That may, or may not, be true. We have very little insight into your general level of experience, your ability to learn new material, the nature of your project, your personal motivation for tackling it, nor the resources you have available to assist you. “Initiative” is a valued quality around here, and many Forum members will eagerly assist somebody who is making a sincere effort to complete a project.
The term “processor” is commonly applied to microcontrollers as well as microprocessors (as well as a few other digital devices). Your post didn’t include a link to the datasheet. Without that information many of us went with the most general interpretation of your question rather than forming a reply based on specific details of your component.
@SembazuruCDE cited an example where a socket is very helpful. Sockets also eat up acreage on your board and increase the BOM Cost of your project.
As soon as you mentioned " the chip’s dimensions" in Post #8, we guessed you were concerned about the footprint rather than the schematic symbol.
There are several threads on the Forum where we discuss the most effective way to represent a microcontroller or microprocessor asba schematic symbol.
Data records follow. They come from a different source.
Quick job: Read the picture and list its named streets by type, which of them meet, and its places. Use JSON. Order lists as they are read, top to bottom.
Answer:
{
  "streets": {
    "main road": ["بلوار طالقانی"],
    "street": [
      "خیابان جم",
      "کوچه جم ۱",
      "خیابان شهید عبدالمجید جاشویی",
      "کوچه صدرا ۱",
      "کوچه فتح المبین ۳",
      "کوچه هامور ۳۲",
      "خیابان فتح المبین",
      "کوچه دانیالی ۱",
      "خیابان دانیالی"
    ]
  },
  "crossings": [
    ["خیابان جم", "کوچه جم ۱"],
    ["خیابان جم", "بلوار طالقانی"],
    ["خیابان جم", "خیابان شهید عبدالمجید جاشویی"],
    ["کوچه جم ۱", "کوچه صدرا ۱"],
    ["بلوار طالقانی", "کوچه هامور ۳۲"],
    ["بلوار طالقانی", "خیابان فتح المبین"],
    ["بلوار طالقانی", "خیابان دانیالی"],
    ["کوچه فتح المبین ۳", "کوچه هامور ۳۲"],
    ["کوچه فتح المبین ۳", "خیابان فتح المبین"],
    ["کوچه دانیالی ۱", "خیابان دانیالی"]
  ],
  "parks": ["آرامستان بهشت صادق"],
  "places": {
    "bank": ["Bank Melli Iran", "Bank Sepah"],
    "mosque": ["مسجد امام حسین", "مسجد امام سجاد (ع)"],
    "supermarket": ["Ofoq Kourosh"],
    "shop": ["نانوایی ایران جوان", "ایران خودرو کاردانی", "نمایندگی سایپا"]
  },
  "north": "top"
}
The arguments apply more to microcontrollers, where most pins can have several different functions depending on nthe exact application, rather than your microprocessor . . . but even so, by making your own symbol (or, set of symbols) you can group pins in the way which best communicates your design intent. Or at least makes the schematic easier to lay out.
Gee whiz, this thing is a variant of the 6502! That puts it into the first-and-a-half generation of integrated processors, way back in the early 1970’s.
There’s a lot of truth to that. @SembazuruCDE explained a lot of this in his post, but in the 1970’s everybody knew what a DIP package was. (In no small part because there weren’t many other varieties of packages.)
Unlikely. Even in the 1970’s we studied Datasheets critically, looking for information that was missing as well as what was published. If critical information wasn’t in the datasheet we often assumed the part wasn’t yet into mass production.